Non… Gabriel est une anomalie magique qui désirait plus que tout survivre, nous avons découvert en lui une âme pure et un cœur solide. C’est pourquoi je l’admire beaucoup. Son évolution est… fascinante, dois-je dire.

— Tu parles de lui comme s’il n’était qu’un monstre à tes yeux, dit Flint qui se sentait insulté.

Je ne veux pas vous offenser toi et lui, mais il est vrai qu’il n’est pas entièrement humain… Cependant, cela ne m’empêche pas de trouver une certaine beauté en lui et de l’apprécier comme un membre de ma propre création. Aussi… il me rappelle étrangement quel-

— Je serais reconnaissant que tu ne parles plus de lui… trancha Flint, qui souhaitait défendre l’honneur de son mari. Allons direct aux affaires. Que dois-je faire maintenant que j’ai apparemment été conçu pour être une machine de guerre ? Que dois-je tuer pour te faire plaisir ?

Le visage d’Athéna s’assombrit. Nash, aux côtés de la déesse, n’en revenait pas que son neveu avait le culot de parler ainsi à sa propre mère.

Flint Markios, en voilà des manières ! gronda l’oncle. Ce n’est pas comme ça qu’on t’a élevé. Excuse-toi, maintenant !

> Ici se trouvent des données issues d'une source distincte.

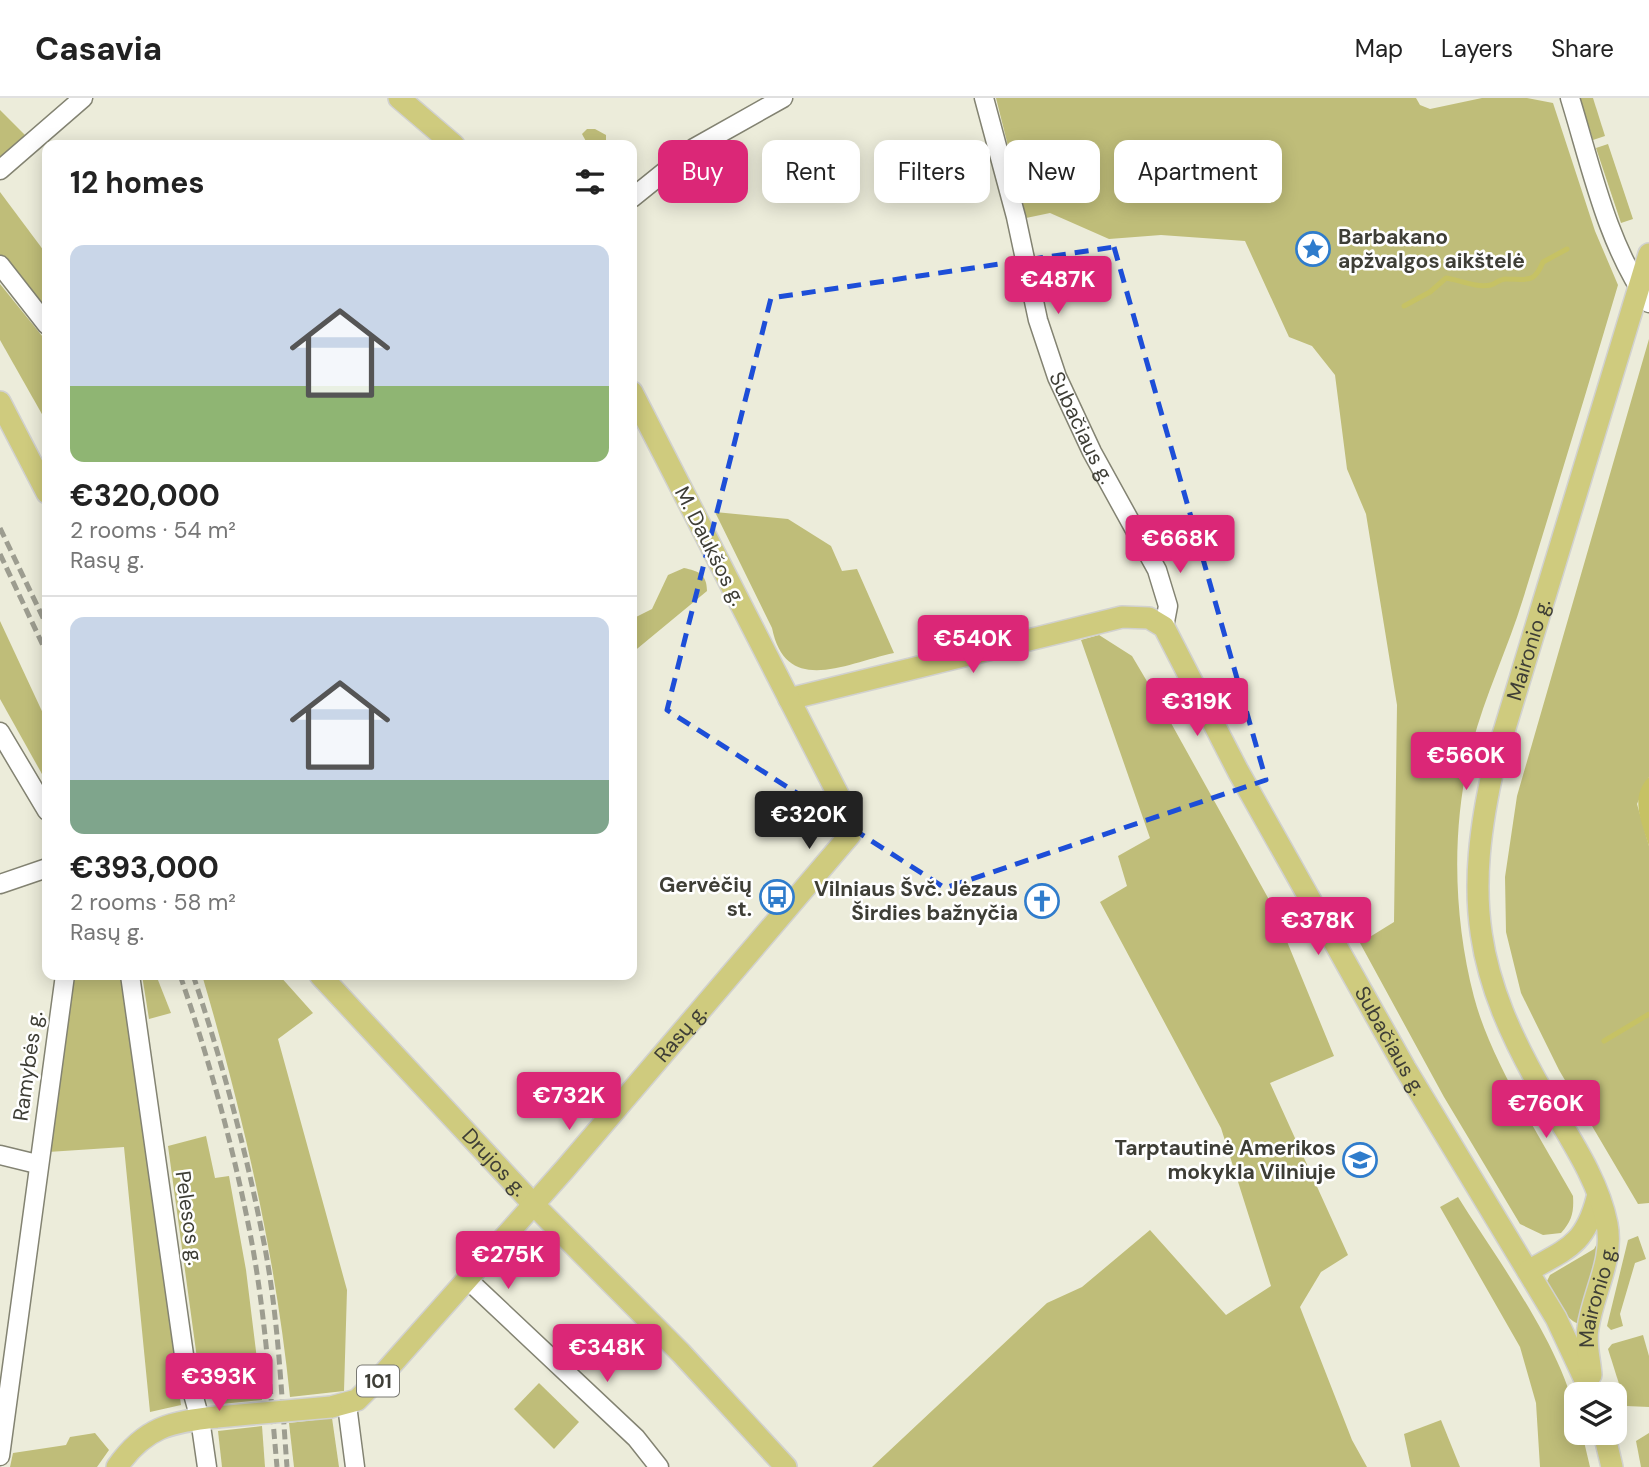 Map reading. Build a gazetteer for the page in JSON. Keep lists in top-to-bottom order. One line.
{"streets":{"main road":["Subačiaus g.","M. Daukšos g.","Maironio g.","Rasų g.","Drujos g.","101"],"street":["Ramybės g.","Pelesos g."]},"crossings":[["Subačiaus g.","Maironio g."],["M. Daukšos g.","Rasų g."],["Rasų g.","Drujos g."],["Rasų g.","101"],["Pelesos g.","101"]],"places":{"place":["Barbakano apžvalgos aikštelė"],"bus stop":["Gervėčių st."],"church":["Vilniaus Švč. Jėzaus Širdies bažnyčia"],"school or university":["Tarptautinė Amerikos mokykla Vilniuje"]},"page":{"header":"Casavia","nav":["Map","Layers","Share"],"chip":["Buy","Rent","Filters","New","Apartment"],"heading":"12 homes","list":[{"name":"€320,000","note":"2 rooms · 54 m² · Rasų g."},{"name":"€393,000","note":"2 rooms · 58 m² · Rasų g."}],"price":["€487K","€668K","€540K","€319K","€560K","€320K","€378K","€732K","€760K","€275K","€348K","€393K"]}}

— Toi, je t’ai rien demandé, mon oncle… siffla le blond entre ses dents. Toujours aussi casse-pied, même mort… Mais je…

Oh… Flint, soupira la déesse, attristée. Ce n’est vraiment pas comme ça que j’avais imaginé notre première rencontre…

— Ah bon ? grogna Flint, qui se tourna vers Athéna. Tu ne t’attendais quand même pas à ce que je sois un gentil petit toutou qui réponde à toutes tes demandes, hein maman ?! Toute ma vie j’ai renié ton existence et celle de l’au-delà… et maintenant on m’apprend que je suis l’un d’entre vous ? Désolé, mais j’ai le droit d’être en colère ! Je voulais vivre une vie simple avec mon mari, loin de cette maudite religion à la con ! Mais non ! Voilà qu’on fait de moi un bouffon… ! Une fichue marionnette entre les mains d’une mère qui est en fait ma propre déesse ! J’ai le droit d’être furieux !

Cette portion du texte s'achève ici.